The SGO is a national medical specialty organization of physician-surgeons who are trained in the comprehensive management of women with malignancies of the reproductive tract. The purpose of the SGO is to improve the care of women with gynecologic cancers by encouraging research and disseminating knowledge to raise the standards of practice in the prevention and treatment of gynecologic malignancies, in cooperation with other organizations interested in women’s health care, oncology and related fields.

Quoted Update Source: Society of Gynecologic Oncologists Statement Regarding OvaSure™, Society of Gynecologic Oncologists, July 2, 2008 (Adobe Reader PDF document).

Other Update Sources: Fast Facts: Background on The Society of Gynecologic Oncologists, Society of Gynecologic Oncologists Press Kit, undated.

“AM Nick is a Fellow in the Department of Gynecologic Oncology, and AK Sood is the Bettyann Asche-Murray Distinguished Professor in the Department of Gynecologic Oncology and in the Department of Cancer Biology, both at the University of Texas MD Anderson Cancer Center, Houston, TX, USA.

In order to overcome the significant mortality associated with ovarian cancer, a highly sensitive and specific screening test is urgently needed. CA125 is used to assess response to chemotherapy, detect recurrence, and distinguish malignant from benign disease; however, this marker is elevated in only 50-60% of stage I ovarian cancers, making it inadequate for early detection of malignancy. In this Practice Point, we discuss Visintin et al.‘s attempt to validate a novel multiplex assay that uses a panel of six serum biomarkers-leptin, prolactin, osteopontin, insulin-like growth factor II, macrophage inhibitory factor, and CA125 [medical abstract & full text of Visintin et. al. study provided above]. The study included 362 healthy controls and 156 patients with newly diagnosed ovarian cancer. The final model yielded 95.3% sensitivity, 99.4% specificity, a positive predictive value of 99.3% and a negative predictive value of 99.2%. These results indicate potential utility of this assay for early detection of ovarian cancer, although further validation is needed in a sample set representative of the general population.”

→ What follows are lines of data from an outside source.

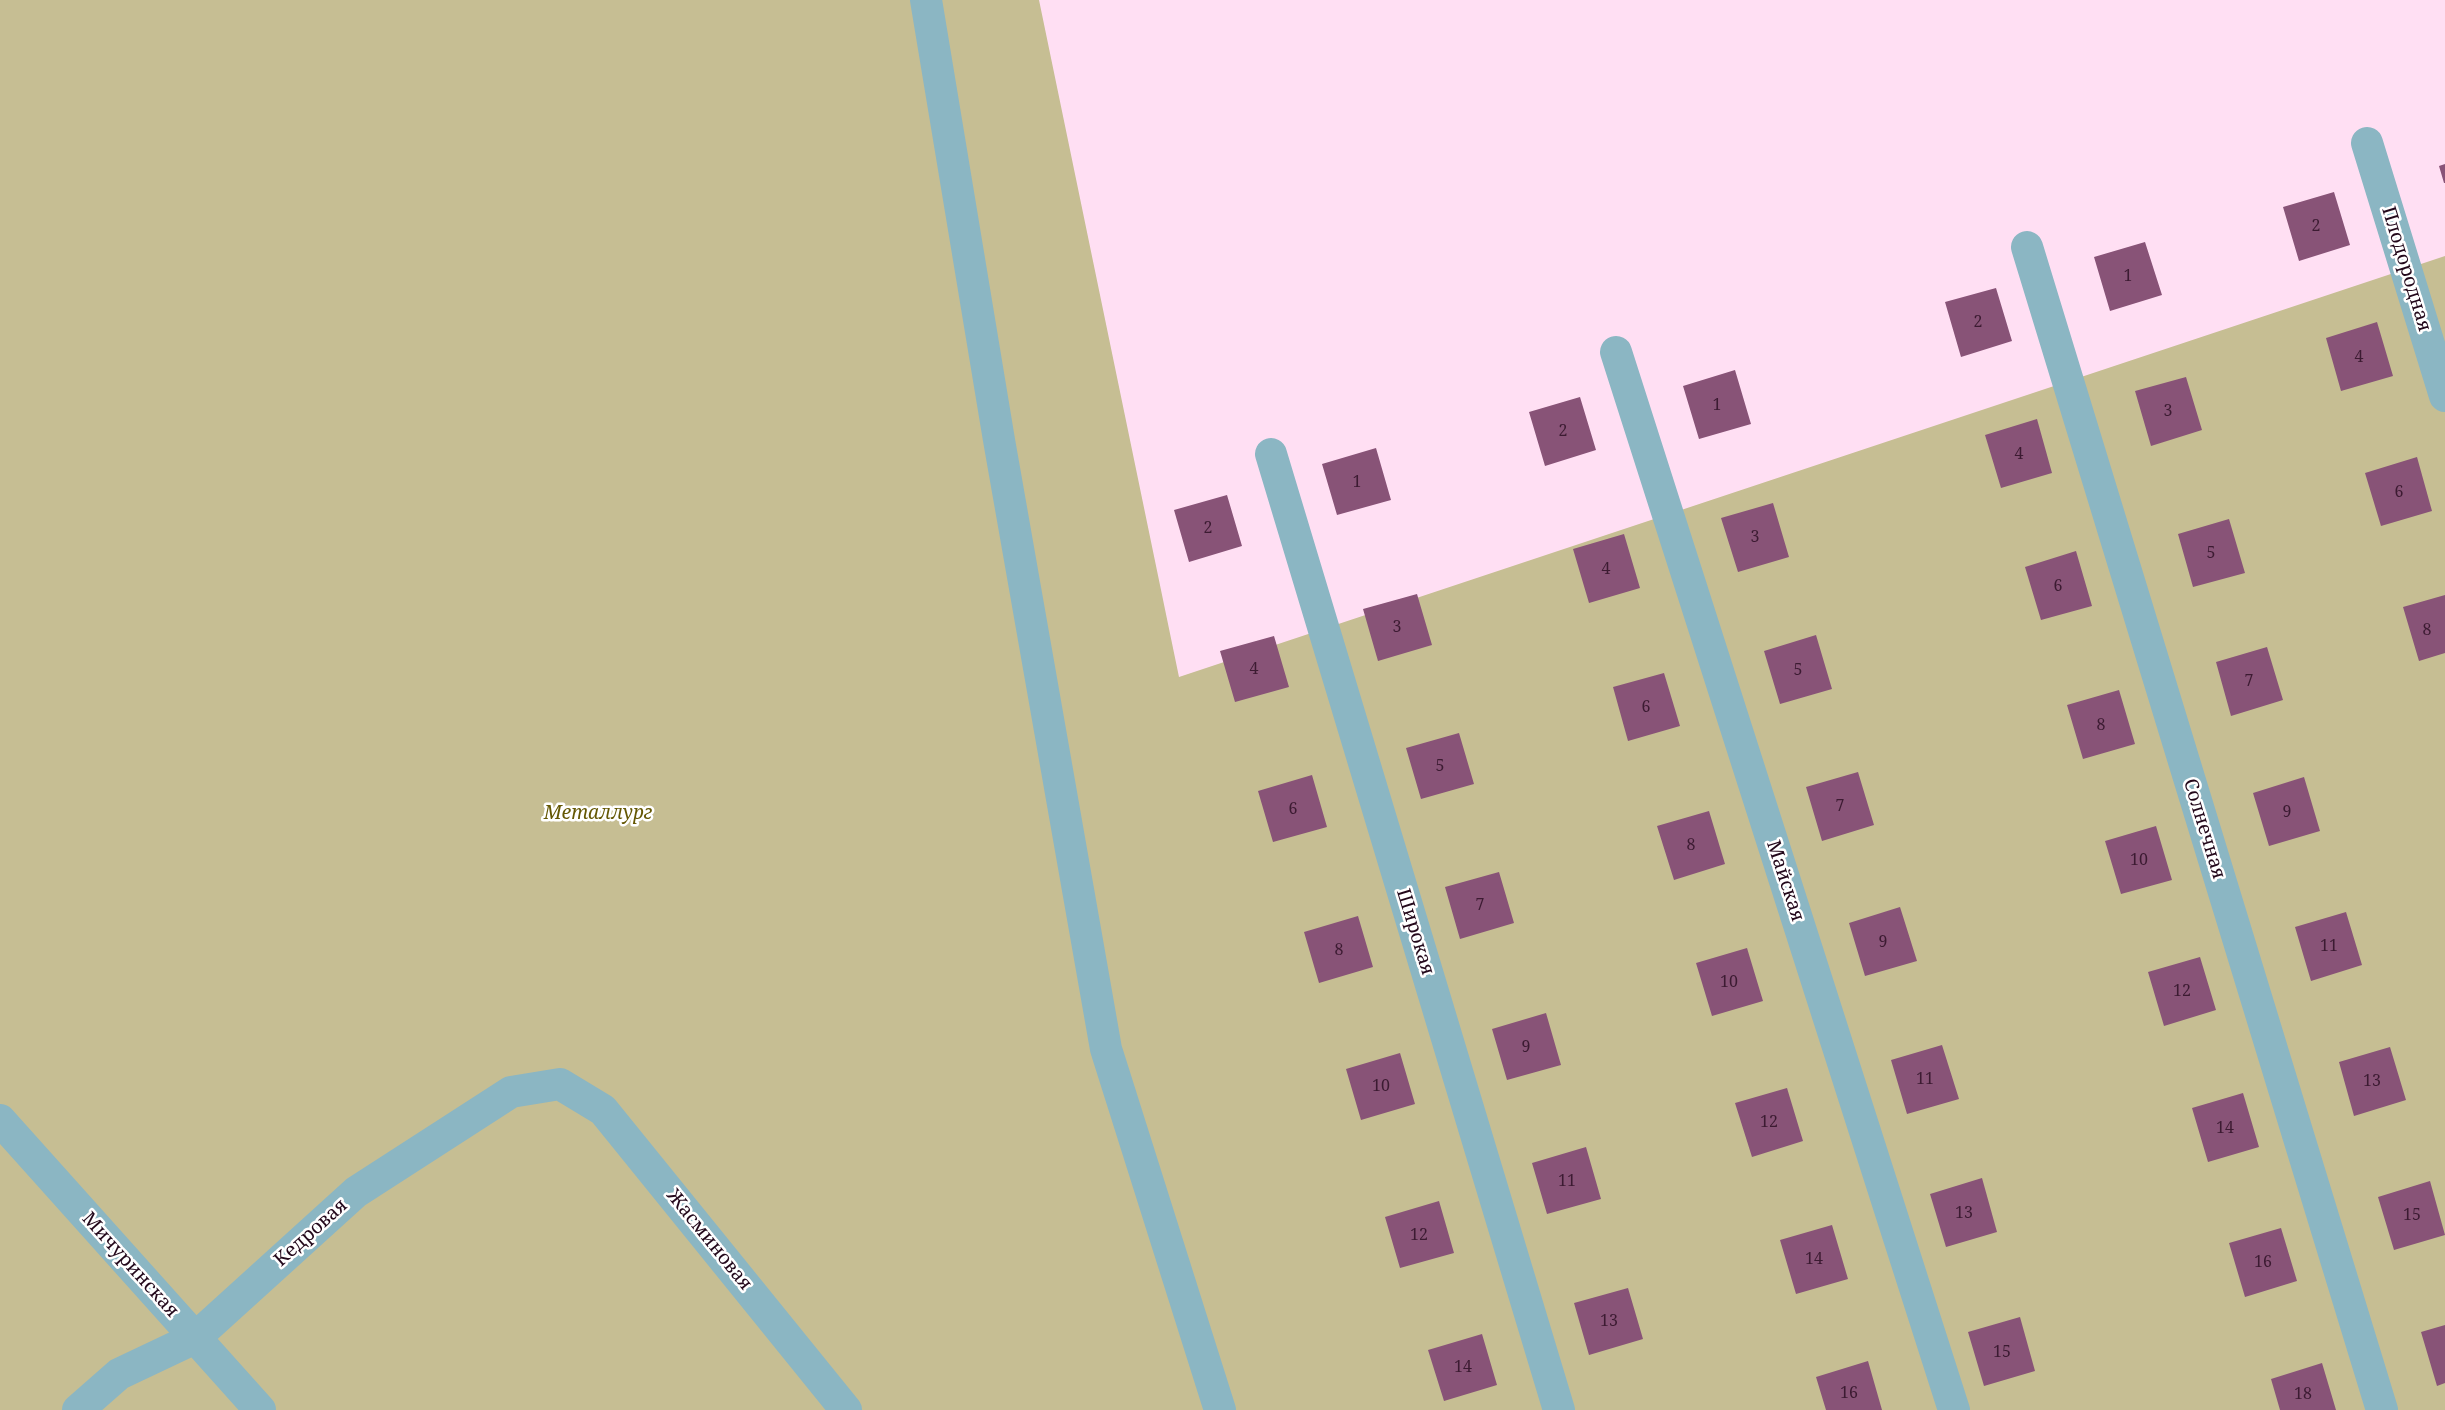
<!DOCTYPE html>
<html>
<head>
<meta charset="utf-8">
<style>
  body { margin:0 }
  canvas { display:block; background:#ffdff3 }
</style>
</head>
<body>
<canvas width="2445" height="1410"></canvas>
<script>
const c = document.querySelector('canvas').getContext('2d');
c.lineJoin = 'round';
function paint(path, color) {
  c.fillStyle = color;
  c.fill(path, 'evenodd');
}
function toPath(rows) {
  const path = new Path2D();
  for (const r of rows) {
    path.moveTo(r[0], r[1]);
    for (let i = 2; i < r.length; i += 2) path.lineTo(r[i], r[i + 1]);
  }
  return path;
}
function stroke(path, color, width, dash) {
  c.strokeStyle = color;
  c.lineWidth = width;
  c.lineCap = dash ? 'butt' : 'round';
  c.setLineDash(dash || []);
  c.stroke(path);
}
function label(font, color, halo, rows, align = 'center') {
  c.font = font + ' "Noto Serif",serif';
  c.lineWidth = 5;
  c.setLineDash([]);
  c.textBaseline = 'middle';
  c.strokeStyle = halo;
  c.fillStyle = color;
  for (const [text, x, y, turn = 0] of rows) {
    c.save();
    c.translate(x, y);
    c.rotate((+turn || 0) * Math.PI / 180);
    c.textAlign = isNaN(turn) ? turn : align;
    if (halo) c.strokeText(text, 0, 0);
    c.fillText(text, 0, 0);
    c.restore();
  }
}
paint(toPath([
  [0,0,1039,0,1179,677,2445,256,2445,1410,0,1410]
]), '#c6be93');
paint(toPath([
  [2445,164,2445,183,2444,183,2439,166],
  [2334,192,2350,245,2299,261,2283,207],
  [2145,242,2162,295,2110,311,2094,257],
  [1996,288,2012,341,1961,357,1945,302],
  [2377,322,2393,376,2341,391,2326,338],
  [1735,370,1751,424,1699,439,1683,386],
  [2186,377,2202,430,2151,446,2135,391],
  [1580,397,1596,450,1545,466,1529,412],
  [2037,419,2052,473,2001,488,1985,435],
  [1376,448,1391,500,1337,515,1322,464],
  [2417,457,2432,511,2381,526,2365,473],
  [1227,495,1242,546,1189,562,1174,510],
  [1773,503,1789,557,1738,572,1721,518],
  [2229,519,2245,573,2193,587,2178,534],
  [1624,534,1640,588,1589,603,1573,549],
  [2076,551,2092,606,2041,620,2025,567],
  [1417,594,1432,645,1378,661,1363,609],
  [2445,595,2445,653,2419,661,2403,607],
  [1816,635,1832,689,1780,704,1764,651],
  [1274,636,1289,687,1235,702,1220,651],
  [2267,647,2283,700,2231,716,2216,662],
  [1664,673,1680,726,1628,741,1613,687],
  [2119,690,2135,744,2083,759,2067,705],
  [1459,733,1474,784,1421,799,1406,748],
  [1858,772,1874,825,1822,841,1806,787],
  [1312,775,1327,827,1273,842,1258,791],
  [2304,777,2320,831,2269,846,2253,793],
  [1709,811,1725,864,1674,880,1657,826],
  [2156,826,2172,880,2121,894,2105,841],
  [1499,872,1514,923,1460,939,1445,887],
  [1900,907,1917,961,1865,976,1849,923],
  [2346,912,2362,965,2311,981,2295,927],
  [1358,916,1373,967,1319,983,1304,932],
  [1747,948,1763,1001,1712,1016,1696,963],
  [2200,957,2216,1010,2164,1026,2148,972],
  [1546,1013,1561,1065,1507,1080,1492,1029],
  [1942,1045,1959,1099,1907,1114,1891,1060],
  [2390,1047,2406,1100,2354,1116,2339,1062],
  [1400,1053,1415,1104,1361,1120,1346,1069],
  [1787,1088,1803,1141,1752,1157,1735,1103],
  [2243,1093,2259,1147,2208,1162,2192,1108],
  [1586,1147,1601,1199,1547,1214,1532,1163],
  [1982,1178,1997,1232,1946,1247,1930,1194],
  [2430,1181,2445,1235,2394,1250,2378,1197],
  [1439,1201,1454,1253,1400,1268,1385,1217],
  [1832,1225,1848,1279,1796,1294,1780,1240],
  [2281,1228,2297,1281,2245,1297,2229,1243],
  [1628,1288,1643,1339,1589,1355,1574,1303],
  [2020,1317,2035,1371,1984,1386,1968,1332],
  [2445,1325,2445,1383,2437,1386,2421,1332],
  [1482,1334,1497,1385,1444,1401,1428,1350],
  [1868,1361,1882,1410,1826,1410,1816,1377],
  [2322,1363,2336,1410,2280,1410,2271,1379]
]), '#885377');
stroke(toPath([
  [926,0,999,440,1106,1049,1220,1410],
  [2367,143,2445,396],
  [2027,247,2382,1410],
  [1616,352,1954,1410],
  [1271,454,1559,1410],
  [0,1120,260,1410],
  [78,1410,119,1374,195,1338,356,1192,511,1092,560,1084,603,1110,846,1410]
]), '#8bb6c3', 32);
label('16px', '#3c1b32', null, [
  ["2",2316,226],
  ["1",2128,276],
  ["2",1978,322],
  ["4",2359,357],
  ["1",1717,405],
  ["3",2168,411],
  ["2",1563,431],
  ["4",2019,454],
  ["1",1357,482],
  ["6",2399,492],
  ["2",1208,528],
  ["3",1755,537],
  ["5",2211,553],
  ["4",1606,569],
  ["6",2058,586],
  ["3",1397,627],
  ["8",2427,630],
  ["4",1254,669],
  ["5",1798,670],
  ["7",2249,681],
  ["6",1646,707],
  ["8",2101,725],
  ["5",1440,766],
  ["7",1840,806],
  ["6",1293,809],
  ["9",2287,812],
  ["8",1691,845],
  ["10",2139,860],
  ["7",1480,905],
  ["9",1883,942],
  ["11",2329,946],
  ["8",1339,950],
  ["10",1729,982],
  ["12",2182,991],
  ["9",1526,1047],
  ["11",1925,1079],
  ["13",2372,1081],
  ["10",1381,1086],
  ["12",1769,1122],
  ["14",2225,1128],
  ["11",1567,1181],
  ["13",1964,1213],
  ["15",2412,1215],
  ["12",1419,1235],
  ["14",1814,1259],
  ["16",2263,1262],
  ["13",1609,1321],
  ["15",2002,1352],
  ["14",1463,1367],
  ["16",1849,1393],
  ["18",2303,1394]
]);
label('19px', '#23081b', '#fff', [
  ["Плодородная",2406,269,73],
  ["Солнечная",2204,829,73],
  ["Майская",1785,881,72],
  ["Широкая",1415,932,73],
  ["Кедровая",311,1233,-42],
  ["Жасминовая",709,1240,51],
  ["Мичуринская",130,1265,48]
]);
label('italic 19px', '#645703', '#fff', [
  ["Металлург",598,814]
]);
</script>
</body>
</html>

  • August 21, 2008: The Labcorp information with respect to the OvaSure™ test was recently modified. Despite that fact that the test was made available for “high-risk” women, it cannot be used by women who have had both ovaries removed. Consequently, it appears that a woman who had both ovaries removed (i.e., bilateral oophorectomy) after an initial diagnosis of ovarian cancer, cannot use the OvaSure™ test to screen for a potential recurrence of the disease in the future.